Makin’ Mas

March 30, 2015

Makin’ Mas

Grassroots Perspectives on the Caribbean Telecoms Landscape
By Gerard Best

If weaving dreams is a Caribbean past-time, selling them is more than a livelihood, it’s an industry. For many islands, fabricating fantasies to fetch foreigners’ dollars is institutionalised as a collective occupation, subsidised by the State under the umbrella of Tourism. For us, papering over the cracks is something of an extreme sport. The idea of putting on a show, or keeping up appearances in order to attract foreign investment is important even to our indigenous entrepreneurship, and central to the adventure of “making it” in the Caribbean.

The showmanship of traditional Carnival artforms like calypso, extempo, limbo and steelpan actually provide even deeper insight into how we use discernment, improvisation, negotiation and inventiveness to “make it” in the Caribbean, the late intellectual Lloyd Best used to say. Calypsonians watch over our world, and wield the powerful political weapons of wordplay, satire and ridicule with laser-like precision. The playful lyrical warfare of extempo, on the other hand, showcases our capacity for good humour, quick wit and raw ingenuity. Limbo dancers embody our seemingly infinite ability to negotiate difficult circumstances. And the invention of the steelpan, created from castoffs of a global hydrocarbon extraction industry, remains a remarkable testimony to Caribbean people’s talent to perceive unseen value and transform the worthless into the world-class.
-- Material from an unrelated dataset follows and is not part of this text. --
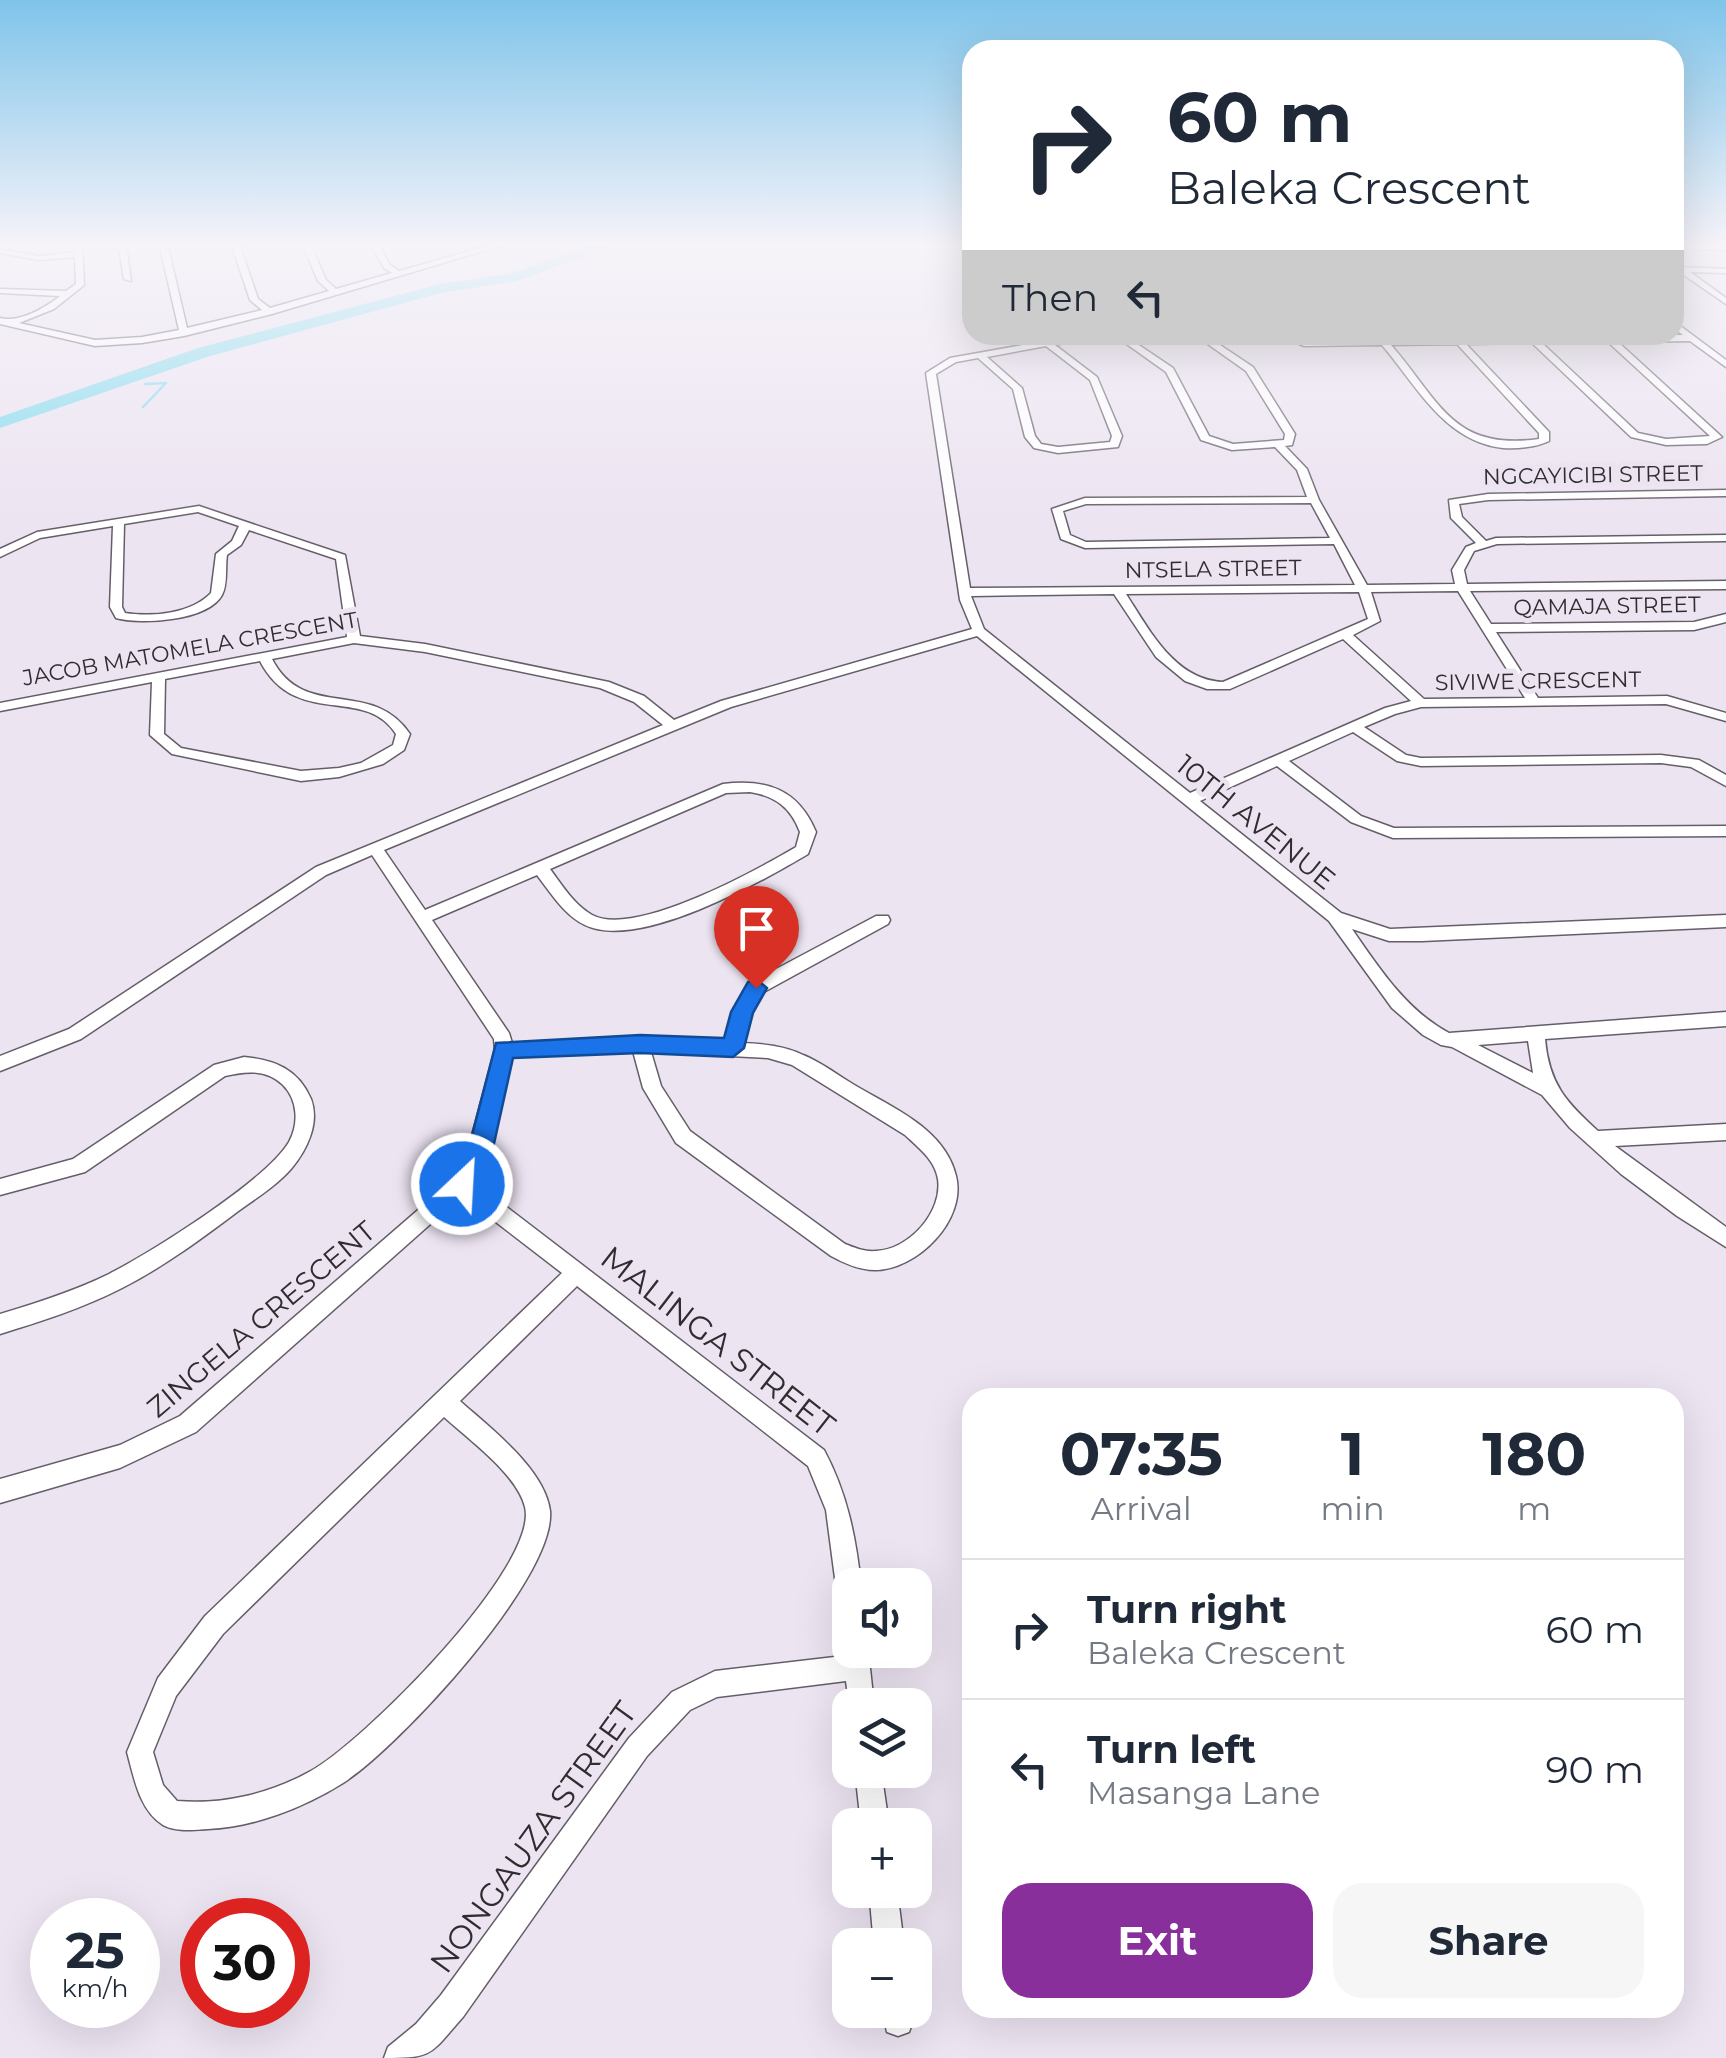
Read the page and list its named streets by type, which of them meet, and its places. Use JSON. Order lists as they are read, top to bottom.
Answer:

And yet, while the Caribbean produces champions of calypso and masters of mamaguy, the region as a whole demonstrates strong susceptibility to corporate double-speak and weak resistance to political deception. Why is this? Are we so intent on attracting the foreign investment that we totally deactivate the watchdog instinct of our inner calypsonian, and lose the eternal skepticism of extempo? Are we so intimidated by multilaterals’ hurdles to development that we forget how to throw our heads back and limbo under them? Or have we so lost faith in our own ability to create that we need to look for ideas and validation from others?

(Free access, no subscription required)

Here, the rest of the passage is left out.